CryptoQuant Report on Bitcoin Price
Similar to this prediction, CryptoQuant has observed that the realized price of short-term Bitcoin holders could be a huge risk to the digital asset. The realized price of BTC currently held from one to six months was compared to the one held for a year in 2019. Per the report, investors are not heavily hit as compared to 2019 where losses were around 41 percent to 45 percent. With the current cycle, the loss is around 4 percent to 9.2 percent.
It is necessary that even in the face of a further drop in the price of Bitcoin, this realized value should increase. An increase in realized value will indicate a double interest in holding Bitcoins.
Some of the reasons for the current fall and the potential pullback have been linked to a general lack of interest in the market.
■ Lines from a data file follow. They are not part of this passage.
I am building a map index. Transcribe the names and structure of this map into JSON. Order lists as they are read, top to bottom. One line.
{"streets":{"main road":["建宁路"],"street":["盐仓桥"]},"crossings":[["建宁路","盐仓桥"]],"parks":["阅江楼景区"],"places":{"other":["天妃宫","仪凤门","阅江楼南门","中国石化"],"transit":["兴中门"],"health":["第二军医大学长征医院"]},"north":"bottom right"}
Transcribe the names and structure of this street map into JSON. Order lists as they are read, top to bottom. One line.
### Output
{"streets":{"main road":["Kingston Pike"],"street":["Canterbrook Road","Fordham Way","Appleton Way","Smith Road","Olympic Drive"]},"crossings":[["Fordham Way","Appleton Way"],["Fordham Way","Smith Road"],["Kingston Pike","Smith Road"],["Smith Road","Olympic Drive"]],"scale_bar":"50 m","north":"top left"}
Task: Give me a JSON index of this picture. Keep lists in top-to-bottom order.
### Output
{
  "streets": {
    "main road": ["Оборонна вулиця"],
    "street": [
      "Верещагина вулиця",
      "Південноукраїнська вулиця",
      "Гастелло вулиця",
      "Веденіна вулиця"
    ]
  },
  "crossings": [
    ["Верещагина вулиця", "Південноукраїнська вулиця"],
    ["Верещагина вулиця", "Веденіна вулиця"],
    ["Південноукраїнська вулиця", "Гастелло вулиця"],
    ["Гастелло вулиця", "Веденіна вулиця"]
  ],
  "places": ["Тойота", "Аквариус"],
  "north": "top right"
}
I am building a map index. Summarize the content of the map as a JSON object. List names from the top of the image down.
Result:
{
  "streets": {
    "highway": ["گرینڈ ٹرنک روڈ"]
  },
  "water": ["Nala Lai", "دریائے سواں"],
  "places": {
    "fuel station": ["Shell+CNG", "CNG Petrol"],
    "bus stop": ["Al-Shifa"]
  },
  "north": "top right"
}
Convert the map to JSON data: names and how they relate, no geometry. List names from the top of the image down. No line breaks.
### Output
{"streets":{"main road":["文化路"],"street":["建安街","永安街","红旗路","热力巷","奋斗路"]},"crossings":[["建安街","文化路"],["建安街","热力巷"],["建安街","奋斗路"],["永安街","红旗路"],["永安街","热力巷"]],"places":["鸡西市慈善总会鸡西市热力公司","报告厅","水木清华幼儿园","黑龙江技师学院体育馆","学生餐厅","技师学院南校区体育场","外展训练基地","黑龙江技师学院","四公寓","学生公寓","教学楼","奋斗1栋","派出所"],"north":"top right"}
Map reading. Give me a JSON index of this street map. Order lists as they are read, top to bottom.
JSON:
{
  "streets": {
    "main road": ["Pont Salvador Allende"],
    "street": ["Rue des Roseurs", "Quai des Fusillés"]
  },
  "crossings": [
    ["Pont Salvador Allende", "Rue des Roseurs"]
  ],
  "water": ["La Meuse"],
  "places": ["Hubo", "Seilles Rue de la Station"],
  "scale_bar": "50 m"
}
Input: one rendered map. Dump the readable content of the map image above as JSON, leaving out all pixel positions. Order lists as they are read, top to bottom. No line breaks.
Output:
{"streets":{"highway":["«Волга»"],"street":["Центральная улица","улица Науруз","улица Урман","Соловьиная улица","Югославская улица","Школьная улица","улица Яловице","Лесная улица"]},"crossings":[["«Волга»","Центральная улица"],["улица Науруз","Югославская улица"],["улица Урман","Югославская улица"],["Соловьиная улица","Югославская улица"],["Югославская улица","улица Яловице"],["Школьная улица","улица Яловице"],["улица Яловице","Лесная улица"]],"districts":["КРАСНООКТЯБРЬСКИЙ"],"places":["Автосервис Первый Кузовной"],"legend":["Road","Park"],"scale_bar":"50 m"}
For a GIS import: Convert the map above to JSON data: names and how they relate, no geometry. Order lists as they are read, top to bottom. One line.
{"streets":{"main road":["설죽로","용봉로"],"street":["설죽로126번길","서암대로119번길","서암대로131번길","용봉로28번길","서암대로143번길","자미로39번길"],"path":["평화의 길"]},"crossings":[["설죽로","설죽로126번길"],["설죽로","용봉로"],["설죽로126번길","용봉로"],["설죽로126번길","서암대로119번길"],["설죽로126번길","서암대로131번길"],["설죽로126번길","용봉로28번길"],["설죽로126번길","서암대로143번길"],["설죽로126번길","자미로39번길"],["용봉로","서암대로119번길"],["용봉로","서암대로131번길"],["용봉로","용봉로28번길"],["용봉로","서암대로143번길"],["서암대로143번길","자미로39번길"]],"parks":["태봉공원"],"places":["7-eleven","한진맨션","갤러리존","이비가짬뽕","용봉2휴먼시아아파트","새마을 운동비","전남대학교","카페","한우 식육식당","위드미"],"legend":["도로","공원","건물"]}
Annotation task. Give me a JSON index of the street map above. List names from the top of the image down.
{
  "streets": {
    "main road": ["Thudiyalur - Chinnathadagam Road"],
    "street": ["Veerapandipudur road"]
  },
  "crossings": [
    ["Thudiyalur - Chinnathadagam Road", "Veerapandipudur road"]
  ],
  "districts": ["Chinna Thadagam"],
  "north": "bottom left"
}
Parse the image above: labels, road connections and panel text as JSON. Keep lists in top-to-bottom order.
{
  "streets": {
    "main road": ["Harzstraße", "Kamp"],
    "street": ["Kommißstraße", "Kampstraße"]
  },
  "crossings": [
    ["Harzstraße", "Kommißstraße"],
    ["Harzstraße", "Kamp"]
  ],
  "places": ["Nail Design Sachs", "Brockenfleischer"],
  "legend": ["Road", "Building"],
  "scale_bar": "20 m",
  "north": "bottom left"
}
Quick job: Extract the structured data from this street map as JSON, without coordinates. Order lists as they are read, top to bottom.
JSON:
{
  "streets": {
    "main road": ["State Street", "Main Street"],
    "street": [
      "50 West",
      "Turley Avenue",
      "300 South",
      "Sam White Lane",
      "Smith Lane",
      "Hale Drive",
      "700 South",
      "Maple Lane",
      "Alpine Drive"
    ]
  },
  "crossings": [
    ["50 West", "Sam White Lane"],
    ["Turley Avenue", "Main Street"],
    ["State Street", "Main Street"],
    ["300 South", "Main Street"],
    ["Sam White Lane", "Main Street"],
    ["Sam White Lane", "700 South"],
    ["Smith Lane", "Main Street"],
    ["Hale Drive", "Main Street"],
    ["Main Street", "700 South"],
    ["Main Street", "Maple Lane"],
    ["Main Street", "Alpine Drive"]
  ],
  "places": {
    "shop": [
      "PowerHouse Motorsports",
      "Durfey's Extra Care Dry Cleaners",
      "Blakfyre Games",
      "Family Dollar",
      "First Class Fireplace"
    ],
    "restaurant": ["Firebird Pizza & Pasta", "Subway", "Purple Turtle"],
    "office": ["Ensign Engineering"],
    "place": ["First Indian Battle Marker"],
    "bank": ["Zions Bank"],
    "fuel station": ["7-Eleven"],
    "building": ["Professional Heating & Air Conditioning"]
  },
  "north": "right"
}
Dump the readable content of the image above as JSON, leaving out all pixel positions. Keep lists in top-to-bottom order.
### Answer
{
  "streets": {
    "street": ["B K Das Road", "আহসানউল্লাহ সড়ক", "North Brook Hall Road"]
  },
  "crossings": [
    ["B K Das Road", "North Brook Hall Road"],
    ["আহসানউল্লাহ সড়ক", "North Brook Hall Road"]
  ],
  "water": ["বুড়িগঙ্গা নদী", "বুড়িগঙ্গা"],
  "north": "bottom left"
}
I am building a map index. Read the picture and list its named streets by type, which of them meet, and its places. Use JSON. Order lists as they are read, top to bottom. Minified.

On Monday, Glassnode reported an extreme level of exhaustion and apathy in the BTC market, three days before the market declined.
On a shorter timeframe, it could be argued to be a slightly top-heavy market, with many price-sensitive investors at risk of falling into an unrealized loss.
On Friday, Coinshares also explained the connection between the lower trading volumes on various exchanges.
In recent months, volatility has decreased, reaching levels comparable to the all-time lows observed at the start of the year. Historically, such levels have often marked turning points for significant price swings, either upward or downward.
The sharp decline in Bitcoin price on Thursday, according to CoinShares, was a result of a large number of long positions on the Bitcoin futures market across different exchanges. In just 24 hours, traders liquidated about $1 billion.
As of press time, Bitcoin had a 24-hour trading volume of $10,939,638,391 and a safety score of 51/100. Ethereum (ETH) is also down to $1,671.19 after falling by 9 percent in the last seven days.